Future Research Considerations
Uveitis still remains ill-defined at the clinical level, which has prevented regulatory authorities from making decisions on the licensing of new treatment modalities. There is disagreement about whether a general approach to treatment should be developed for intraocular inflammation as a single condition, or whether specific therapies should be designed for each clinical aspect. As a result, most newly developed immunosuppressant drugs are prescribed off-label. Investigation into the immunological mechanism in patients with uveitis will shed light on the mechanisms of autoimmunity and provide support for the use of immunology.
The majority of uveitis cases are idiopathic, although in some cases the origin is known.
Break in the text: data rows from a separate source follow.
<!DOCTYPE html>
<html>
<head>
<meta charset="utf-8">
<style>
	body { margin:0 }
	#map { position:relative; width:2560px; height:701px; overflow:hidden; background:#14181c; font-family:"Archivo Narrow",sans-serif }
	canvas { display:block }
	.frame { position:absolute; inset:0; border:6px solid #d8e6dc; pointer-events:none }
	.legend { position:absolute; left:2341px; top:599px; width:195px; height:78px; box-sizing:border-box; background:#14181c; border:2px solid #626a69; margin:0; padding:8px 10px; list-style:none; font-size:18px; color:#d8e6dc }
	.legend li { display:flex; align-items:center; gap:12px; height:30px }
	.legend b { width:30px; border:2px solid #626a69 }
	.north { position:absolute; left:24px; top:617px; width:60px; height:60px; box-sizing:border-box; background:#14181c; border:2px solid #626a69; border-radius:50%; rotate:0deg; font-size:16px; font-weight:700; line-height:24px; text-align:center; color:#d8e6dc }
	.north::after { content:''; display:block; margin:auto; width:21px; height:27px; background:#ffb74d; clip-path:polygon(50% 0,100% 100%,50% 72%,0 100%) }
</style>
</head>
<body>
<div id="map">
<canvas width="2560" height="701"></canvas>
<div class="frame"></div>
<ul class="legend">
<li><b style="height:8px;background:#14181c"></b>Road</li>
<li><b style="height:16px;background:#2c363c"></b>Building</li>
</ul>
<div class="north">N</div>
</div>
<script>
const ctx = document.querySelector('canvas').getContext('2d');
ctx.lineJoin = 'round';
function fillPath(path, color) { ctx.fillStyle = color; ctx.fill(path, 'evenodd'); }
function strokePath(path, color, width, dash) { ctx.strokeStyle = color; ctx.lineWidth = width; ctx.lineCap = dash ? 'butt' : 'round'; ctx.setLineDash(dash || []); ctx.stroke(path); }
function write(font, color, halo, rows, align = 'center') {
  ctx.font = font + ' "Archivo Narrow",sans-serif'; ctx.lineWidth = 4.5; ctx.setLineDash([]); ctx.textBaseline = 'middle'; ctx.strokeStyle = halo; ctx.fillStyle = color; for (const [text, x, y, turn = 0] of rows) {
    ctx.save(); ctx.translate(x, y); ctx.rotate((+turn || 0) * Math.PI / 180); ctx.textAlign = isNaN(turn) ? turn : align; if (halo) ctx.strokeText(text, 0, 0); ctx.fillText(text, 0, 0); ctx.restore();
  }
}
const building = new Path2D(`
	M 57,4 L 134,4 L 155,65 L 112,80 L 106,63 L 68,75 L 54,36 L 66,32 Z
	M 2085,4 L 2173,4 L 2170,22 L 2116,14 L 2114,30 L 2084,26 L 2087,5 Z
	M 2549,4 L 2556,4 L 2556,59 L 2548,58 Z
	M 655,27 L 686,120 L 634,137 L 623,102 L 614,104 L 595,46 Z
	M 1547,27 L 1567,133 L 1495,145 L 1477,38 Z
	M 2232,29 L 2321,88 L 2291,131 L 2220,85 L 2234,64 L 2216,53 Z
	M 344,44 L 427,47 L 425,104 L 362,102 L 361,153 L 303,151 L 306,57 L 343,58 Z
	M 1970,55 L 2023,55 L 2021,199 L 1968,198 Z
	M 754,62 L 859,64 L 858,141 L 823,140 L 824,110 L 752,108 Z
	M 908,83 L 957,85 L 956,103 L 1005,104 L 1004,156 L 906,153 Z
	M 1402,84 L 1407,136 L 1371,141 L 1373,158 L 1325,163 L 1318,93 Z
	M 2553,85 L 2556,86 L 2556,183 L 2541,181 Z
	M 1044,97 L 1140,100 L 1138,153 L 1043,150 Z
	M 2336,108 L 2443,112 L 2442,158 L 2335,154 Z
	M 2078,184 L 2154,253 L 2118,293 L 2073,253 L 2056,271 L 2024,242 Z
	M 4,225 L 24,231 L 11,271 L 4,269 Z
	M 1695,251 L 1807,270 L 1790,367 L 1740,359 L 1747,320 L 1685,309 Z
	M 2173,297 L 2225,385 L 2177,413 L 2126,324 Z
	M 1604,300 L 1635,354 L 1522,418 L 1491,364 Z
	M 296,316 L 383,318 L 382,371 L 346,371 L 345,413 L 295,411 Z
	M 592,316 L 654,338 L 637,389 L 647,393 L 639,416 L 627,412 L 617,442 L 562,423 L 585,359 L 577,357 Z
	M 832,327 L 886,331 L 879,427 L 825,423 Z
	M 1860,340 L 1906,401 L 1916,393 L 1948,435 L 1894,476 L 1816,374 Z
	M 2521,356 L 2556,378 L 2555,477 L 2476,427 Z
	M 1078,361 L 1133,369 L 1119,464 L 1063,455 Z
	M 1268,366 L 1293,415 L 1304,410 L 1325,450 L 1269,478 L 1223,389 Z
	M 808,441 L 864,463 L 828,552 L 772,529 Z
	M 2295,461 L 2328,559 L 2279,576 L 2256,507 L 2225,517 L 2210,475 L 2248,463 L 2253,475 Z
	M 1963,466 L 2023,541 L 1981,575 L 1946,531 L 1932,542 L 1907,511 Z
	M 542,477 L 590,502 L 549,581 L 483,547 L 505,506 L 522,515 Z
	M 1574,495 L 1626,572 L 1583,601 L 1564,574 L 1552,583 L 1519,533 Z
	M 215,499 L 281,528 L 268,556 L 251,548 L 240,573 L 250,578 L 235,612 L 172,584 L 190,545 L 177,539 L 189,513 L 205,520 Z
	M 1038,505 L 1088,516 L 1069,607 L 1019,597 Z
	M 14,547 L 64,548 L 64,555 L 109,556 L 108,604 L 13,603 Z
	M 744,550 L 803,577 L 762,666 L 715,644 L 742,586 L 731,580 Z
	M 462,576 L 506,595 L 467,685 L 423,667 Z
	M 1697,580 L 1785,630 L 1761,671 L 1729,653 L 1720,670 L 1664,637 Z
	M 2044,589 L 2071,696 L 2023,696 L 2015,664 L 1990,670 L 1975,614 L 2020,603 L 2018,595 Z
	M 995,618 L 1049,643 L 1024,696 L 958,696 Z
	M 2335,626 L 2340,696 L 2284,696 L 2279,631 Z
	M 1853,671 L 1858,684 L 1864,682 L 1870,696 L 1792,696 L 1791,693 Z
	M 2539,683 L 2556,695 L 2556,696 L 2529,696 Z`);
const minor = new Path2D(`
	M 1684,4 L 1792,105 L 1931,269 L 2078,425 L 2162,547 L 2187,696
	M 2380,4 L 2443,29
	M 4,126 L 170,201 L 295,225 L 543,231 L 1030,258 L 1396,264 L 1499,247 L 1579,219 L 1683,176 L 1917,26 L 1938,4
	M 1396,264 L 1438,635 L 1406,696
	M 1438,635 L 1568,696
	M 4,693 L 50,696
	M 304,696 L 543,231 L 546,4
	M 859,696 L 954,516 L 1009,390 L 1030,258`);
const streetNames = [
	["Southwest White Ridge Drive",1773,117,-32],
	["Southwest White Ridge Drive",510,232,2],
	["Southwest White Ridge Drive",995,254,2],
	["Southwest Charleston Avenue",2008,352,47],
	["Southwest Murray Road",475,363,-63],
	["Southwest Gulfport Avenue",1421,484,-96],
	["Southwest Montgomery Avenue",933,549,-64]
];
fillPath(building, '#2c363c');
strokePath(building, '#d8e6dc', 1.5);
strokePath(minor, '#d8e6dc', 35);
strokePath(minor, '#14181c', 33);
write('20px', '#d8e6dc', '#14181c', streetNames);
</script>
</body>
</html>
The main infectious risk factors for uveitis include: toxoplasmosis, cytomegalovirus, herpes, syphilis, and sarcardosis. Noninfectious causes are the positive presence of the HLA-B27 gene, IBD, and, in children and adolescents, juvenile idiopathic arthritis. For 50 years, corticosteriods have been the first-line treatment for all types of ocular inflammation, although it is now apparent that their long-term use in chronic or recurrent uveitis leads to serious inescapable side effects. Therefore, there is a need for replacement treatment options for these conditions. Immunomodulatory agents, BRMs such as anti-TNFα, and pars plana vitrectomy have all been demonstrated to be effective in the treatment of uveitis. However, none of these therapies has undergone longterm, double-blind, placebo-controlled testing, making their future in the treatment of uveitis unclear.